Copy the data below in full, exactly as it appears.

________

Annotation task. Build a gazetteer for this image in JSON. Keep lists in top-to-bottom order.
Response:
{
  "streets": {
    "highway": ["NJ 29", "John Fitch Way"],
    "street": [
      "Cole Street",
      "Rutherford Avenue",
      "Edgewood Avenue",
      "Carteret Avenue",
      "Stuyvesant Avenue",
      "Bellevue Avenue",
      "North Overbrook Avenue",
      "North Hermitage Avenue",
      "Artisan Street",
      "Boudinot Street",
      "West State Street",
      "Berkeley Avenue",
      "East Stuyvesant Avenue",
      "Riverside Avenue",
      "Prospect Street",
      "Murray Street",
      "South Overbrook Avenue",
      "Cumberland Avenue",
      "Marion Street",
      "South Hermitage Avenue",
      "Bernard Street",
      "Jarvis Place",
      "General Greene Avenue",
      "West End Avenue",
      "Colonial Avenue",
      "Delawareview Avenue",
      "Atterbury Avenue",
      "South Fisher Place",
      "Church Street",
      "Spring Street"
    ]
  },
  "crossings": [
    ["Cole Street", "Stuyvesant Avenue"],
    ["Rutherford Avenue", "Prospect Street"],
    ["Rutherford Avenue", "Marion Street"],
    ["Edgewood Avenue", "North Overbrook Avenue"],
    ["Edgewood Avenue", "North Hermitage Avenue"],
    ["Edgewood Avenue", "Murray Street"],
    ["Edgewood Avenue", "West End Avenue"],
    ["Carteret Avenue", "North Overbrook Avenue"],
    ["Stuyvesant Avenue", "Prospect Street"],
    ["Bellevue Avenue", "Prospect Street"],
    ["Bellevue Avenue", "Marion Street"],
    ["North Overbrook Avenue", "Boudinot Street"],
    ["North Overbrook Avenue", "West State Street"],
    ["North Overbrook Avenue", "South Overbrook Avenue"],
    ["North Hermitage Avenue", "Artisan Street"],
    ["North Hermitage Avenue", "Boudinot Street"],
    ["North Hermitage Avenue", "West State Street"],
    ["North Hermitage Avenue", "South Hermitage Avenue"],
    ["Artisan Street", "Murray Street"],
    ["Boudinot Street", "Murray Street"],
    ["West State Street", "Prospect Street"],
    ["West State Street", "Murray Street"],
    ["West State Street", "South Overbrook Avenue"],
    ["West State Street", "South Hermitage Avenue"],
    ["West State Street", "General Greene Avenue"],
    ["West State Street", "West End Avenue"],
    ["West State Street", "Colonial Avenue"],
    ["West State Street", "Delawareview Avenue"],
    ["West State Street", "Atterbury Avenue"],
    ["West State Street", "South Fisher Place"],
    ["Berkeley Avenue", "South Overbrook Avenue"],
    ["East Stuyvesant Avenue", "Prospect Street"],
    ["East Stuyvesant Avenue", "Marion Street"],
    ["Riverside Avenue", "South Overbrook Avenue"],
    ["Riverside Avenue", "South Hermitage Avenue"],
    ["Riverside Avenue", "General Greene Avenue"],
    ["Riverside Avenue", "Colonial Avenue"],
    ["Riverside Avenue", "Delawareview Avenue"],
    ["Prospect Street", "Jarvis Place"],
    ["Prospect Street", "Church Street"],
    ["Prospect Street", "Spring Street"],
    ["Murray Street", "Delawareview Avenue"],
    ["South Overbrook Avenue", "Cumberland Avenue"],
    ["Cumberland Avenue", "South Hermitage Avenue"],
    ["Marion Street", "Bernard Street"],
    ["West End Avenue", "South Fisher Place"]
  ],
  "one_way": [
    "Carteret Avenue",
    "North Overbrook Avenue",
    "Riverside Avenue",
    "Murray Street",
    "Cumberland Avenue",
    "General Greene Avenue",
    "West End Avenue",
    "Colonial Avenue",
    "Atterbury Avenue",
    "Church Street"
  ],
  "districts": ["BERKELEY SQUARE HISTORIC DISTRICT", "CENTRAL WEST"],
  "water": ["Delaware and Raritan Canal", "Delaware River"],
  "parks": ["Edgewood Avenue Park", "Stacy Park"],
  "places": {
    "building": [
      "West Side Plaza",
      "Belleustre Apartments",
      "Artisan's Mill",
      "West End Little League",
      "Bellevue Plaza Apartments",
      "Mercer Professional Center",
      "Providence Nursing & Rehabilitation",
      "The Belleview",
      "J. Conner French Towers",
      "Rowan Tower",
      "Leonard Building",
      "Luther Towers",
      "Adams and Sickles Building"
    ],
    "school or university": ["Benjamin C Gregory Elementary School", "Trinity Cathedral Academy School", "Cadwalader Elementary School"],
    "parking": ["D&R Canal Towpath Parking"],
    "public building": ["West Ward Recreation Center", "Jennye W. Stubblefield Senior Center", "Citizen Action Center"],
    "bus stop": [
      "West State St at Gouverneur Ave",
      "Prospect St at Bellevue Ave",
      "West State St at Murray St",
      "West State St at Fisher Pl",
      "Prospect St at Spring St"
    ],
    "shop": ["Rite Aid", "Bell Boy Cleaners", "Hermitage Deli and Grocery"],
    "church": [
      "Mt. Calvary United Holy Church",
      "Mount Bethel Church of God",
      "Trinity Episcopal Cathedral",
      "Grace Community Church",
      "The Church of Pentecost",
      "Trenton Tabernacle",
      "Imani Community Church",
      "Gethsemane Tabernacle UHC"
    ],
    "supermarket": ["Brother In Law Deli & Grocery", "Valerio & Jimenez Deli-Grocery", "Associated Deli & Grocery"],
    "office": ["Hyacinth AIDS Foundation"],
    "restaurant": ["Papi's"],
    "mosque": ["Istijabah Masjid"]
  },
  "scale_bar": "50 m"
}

________

- [Answer to the exercise]
Annotation task. Build a gazetteer for this image in JSON. Keep lists in top-to-bottom order.
Response:
{
  "streets": {
    "highway": ["NJ 29", "John Fitch Way"],
    "street": [
      "Cole Street",
      "Rutherford Avenue",
      "Edgewood Avenue",
      "Carteret Avenue",
      "Stuyvesant Avenue",
      "Bellevue Avenue",
      "North Overbrook Avenue",
      "North Hermitage Avenue",
      "Artisan Street",
      "Boudinot Street",
      "West State Street",
      "Berkeley Avenue",
      "East Stuyvesant Avenue",
      "Riverside Avenue",
      "Prospect Street",
      "Murray Street",
      "South Overbrook Avenue",
      "Cumberland Avenue",
      "Marion Street",
      "South Hermitage Avenue",
      "Bernard Street",
      "Jarvis Place",
      "General Greene Avenue",
      "West End Avenue",
      "Colonial Avenue",
      "Delawareview Avenue",
      "Atterbury Avenue",
      "South Fisher Place",
      "Church Street",
      "Spring Street"
    ]
  },
  "crossings": [
    ["Cole Street", "Stuyvesant Avenue"],
    ["Rutherford Avenue", "Prospect Street"],
    ["Rutherford Avenue", "Marion Street"],
    ["Edgewood Avenue", "North Overbrook Avenue"],
    ["Edgewood Avenue", "North Hermitage Avenue"],
    ["Edgewood Avenue", "Murray Street"],
    ["Edgewood Avenue", "West End Avenue"],
    ["Carteret Avenue", "North Overbrook Avenue"],
    ["Stuyvesant Avenue", "Prospect Street"],
    ["Bellevue Avenue", "Prospect Street"],
    ["Bellevue Avenue", "Marion Street"],
    ["North Overbrook Avenue", "Boudinot Street"],
    ["North Overbrook Avenue", "West State Street"],
    ["North Overbrook Avenue", "South Overbrook Avenue"],
    ["North Hermitage Avenue", "Artisan Street"],
    ["North Hermitage Avenue", "Boudinot Street"],
    ["North Hermitage Avenue", "West State Street"],
    ["North Hermitage Avenue", "South Hermitage Avenue"],
    ["Artisan Street", "Murray Street"],
    ["Boudinot Street", "Murray Street"],
    ["West State Street", "Prospect Street"],
    ["West State Street", "Murray Street"],
    ["West State Street", "South Overbrook Avenue"],
    ["West State Street", "South Hermitage Avenue"],
    ["West State Street", "General Greene Avenue"],
    ["West State Street", "West End Avenue"],
    ["West State Street", "Colonial Avenue"],
    ["West State Street", "Delawareview Avenue"],
    ["West State Street", "Atterbury Avenue"],
    ["West State Street", "South Fisher Place"],
    ["Berkeley Avenue", "South Overbrook Avenue"],
    ["East Stuyvesant Avenue", "Prospect Street"],
    ["East Stuyvesant Avenue", "Marion Street"],
    ["Riverside Avenue", "South Overbrook Avenue"],
    ["Riverside Avenue", "South Hermitage Avenue"],
    ["Riverside Avenue", "General Greene Avenue"],
    ["Riverside Avenue", "Colonial Avenue"],
    ["Riverside Avenue", "Delawareview Avenue"],
    ["Prospect Street", "Jarvis Place"],
    ["Prospect Street", "Church Street"],
    ["Prospect Street", "Spring Street"],
    ["Murray Street", "Delawareview Avenue"],
    ["South Overbrook Avenue", "Cumberland Avenue"],
    ["Cumberland Avenue", "South Hermitage Avenue"],
    ["Marion Street", "Bernard Street"],
    ["West End Avenue", "South Fisher Place"]
  ],
  "one_way": [
    "Carteret Avenue",
    "North Overbrook Avenue",
    "Riverside Avenue",
    "Murray Street",
    "Cumberland Avenue",
    "General Greene Avenue",
    "West End Avenue",
    "Colonial Avenue",
    "Atterbury Avenue",
    "Church Street"
  ],
  "districts": ["BERKELEY SQUARE HISTORIC DISTRICT", "CENTRAL WEST"],
  "water": ["Delaware and Raritan Canal", "Delaware River"],
  "parks": ["Edgewood Avenue Park", "Stacy Park"],
  "places": {
    "building": [
      "West Side Plaza",
      "Belleustre Apartments",
      "Artisan's Mill",
      "West End Little League",
      "Bellevue Plaza Apartments",
      "Mercer Professional Center",
      "Providence Nursing & Rehabilitation",
      "The Belleview",
      "J. Conner French Towers",
      "Rowan Tower",
      "Leonard Building",
      "Luther Towers",
      "Adams and Sickles Building"
    ],
    "school or university": ["Benjamin C Gregory Elementary School", "Trinity Cathedral Academy School", "Cadwalader Elementary School"],
    "parking": ["D&R Canal Towpath Parking"],
    "public building": ["West Ward Recreation Center", "Jennye W. Stubblefield Senior Center", "Citizen Action Center"],
    "bus stop": [
      "West State St at Gouverneur Ave",
      "Prospect St at Bellevue Ave",
      "West State St at Murray St",
      "West State St at Fisher Pl",
      "Prospect St at Spring St"
    ],
    "shop": ["Rite Aid", "Bell Boy Cleaners", "Hermitage Deli and Grocery"],
    "church": [
      "Mt. Calvary United Holy Church",
      "Mount Bethel Church of God",
      "Trinity Episcopal Cathedral",
      "Grace Community Church",
      "The Church of Pentecost",
      "Trenton Tabernacle",
      "Imani Community Church",
      "Gethsemane Tabernacle UHC"
    ],
    "supermarket": ["Brother In Law Deli & Grocery", "Valerio & Jimenez Deli-Grocery", "Associated Deli & Grocery"],
    "office": ["Hyacinth AIDS Foundation"],
    "restaurant": ["Papi's"],
    "mosque": ["Istijabah Masjid"]
  },
  "scale_bar": "50 m"
}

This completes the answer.